Skip to content

Create a testing framework for recording- and alerting rules

In https://gitlab.com/gitlab-com/gl-infra/gitlab-dedicated/team/-/issues/6378, we accidentally broke recording rules for alerts: the recording rules evaluated successfully, but due to a label-mismatch, the alert would never fire.

This condition only occurred when alerting using confidence levels.

To fix the situation for GitLab Dedicated, and make sure it doesn't happen again when GitLab.com starts using confidence levels for alerting on lower traffic SLIs, we need to change all of the recording rules. Which is pretty scary to do, the only way we can currently validate those is running the query in Grafana in a timeframe that should have alerted and see if we the metrics show up.

It would be nice if we built some automated testing around this, some ideas so far:

  • As an integration test: spin up a Prometheus server incide a CI-job, preload it with some metrics, and run the queries from the rule under test against it to see if the results are valid.

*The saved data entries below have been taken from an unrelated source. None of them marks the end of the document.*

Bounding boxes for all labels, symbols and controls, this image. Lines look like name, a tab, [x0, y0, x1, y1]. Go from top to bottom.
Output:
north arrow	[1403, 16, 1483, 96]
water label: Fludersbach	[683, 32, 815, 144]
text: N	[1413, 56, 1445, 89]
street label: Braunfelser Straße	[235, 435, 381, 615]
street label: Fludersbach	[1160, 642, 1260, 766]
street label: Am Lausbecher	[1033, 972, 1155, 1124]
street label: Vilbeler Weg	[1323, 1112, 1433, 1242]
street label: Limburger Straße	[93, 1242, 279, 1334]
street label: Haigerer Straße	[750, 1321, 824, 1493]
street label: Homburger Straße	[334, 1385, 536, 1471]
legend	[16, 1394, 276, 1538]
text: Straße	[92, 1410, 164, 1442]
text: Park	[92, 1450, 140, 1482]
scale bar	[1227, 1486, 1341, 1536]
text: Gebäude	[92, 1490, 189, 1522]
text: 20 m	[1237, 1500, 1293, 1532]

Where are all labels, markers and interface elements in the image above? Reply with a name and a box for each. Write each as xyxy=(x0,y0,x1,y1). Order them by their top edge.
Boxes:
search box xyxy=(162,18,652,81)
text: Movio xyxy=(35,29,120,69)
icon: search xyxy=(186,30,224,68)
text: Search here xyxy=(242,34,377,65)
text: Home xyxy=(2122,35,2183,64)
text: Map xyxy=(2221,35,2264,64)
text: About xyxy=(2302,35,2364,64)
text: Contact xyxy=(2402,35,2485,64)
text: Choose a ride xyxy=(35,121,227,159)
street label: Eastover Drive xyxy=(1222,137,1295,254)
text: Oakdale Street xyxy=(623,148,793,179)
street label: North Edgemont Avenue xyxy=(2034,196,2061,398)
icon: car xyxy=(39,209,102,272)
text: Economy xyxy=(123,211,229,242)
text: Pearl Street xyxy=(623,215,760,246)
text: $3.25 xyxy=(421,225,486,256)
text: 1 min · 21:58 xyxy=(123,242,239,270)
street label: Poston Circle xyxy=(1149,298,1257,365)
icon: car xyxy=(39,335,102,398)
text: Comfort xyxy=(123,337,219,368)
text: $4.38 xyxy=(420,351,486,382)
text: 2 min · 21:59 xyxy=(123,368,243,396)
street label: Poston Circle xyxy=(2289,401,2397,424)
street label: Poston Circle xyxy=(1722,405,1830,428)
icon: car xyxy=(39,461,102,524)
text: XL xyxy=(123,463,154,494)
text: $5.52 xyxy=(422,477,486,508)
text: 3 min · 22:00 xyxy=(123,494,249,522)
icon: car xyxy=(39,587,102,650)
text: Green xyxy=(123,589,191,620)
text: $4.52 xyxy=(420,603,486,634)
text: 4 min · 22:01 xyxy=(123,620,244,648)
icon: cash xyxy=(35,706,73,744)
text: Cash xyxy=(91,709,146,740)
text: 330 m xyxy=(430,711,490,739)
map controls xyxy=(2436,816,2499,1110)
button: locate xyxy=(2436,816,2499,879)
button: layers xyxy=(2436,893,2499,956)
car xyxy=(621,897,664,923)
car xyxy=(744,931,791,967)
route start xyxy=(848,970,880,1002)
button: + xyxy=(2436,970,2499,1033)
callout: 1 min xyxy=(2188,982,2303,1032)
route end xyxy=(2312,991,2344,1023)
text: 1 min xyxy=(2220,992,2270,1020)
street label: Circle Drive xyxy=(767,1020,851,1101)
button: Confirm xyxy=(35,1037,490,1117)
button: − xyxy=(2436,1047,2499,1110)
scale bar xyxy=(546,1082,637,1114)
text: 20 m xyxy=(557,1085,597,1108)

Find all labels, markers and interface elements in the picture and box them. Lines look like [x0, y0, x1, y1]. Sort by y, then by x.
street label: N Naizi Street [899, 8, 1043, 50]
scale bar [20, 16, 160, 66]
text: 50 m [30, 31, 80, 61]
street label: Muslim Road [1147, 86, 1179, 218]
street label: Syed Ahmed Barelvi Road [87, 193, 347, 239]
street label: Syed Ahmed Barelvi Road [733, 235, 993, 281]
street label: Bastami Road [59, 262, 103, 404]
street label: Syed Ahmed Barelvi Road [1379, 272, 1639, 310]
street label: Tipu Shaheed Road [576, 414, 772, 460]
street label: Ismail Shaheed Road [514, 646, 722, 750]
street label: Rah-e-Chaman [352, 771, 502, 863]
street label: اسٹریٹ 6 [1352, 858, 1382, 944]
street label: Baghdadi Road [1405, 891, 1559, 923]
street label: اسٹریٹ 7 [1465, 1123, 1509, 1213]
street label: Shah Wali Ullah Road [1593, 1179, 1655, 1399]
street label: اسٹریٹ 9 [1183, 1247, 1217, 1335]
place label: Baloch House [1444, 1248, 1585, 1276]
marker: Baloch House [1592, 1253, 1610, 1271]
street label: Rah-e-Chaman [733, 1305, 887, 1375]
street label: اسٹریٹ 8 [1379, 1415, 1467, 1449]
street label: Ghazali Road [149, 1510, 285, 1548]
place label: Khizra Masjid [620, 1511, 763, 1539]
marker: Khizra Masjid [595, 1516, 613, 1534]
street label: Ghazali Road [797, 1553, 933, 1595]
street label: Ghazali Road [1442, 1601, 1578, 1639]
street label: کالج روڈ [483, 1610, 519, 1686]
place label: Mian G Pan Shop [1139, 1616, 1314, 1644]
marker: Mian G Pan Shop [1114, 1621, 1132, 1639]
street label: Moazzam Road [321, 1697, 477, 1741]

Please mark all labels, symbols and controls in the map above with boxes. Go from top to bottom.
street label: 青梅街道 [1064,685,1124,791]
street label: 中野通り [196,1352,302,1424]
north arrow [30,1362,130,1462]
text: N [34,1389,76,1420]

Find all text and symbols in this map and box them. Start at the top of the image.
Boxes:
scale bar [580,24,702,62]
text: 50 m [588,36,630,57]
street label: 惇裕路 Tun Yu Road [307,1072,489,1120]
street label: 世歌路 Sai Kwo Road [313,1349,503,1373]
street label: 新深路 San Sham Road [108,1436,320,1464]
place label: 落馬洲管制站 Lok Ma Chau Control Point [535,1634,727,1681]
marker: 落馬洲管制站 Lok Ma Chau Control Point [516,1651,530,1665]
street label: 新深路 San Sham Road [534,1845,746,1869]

We could potentially add metrics from an actual GitLab installation.
  • As unit tests: Using promtool test: https://prometheus.io/docs/prometheus/latest/configuration/unit_testing_rules/, we can specify metrics in a test-config file and a specific rule-file. Based on the inputs, we can validate that the rules have the expected outputs.

Discussed in gitlab-com/runbooks!7939 (comment 2137456257)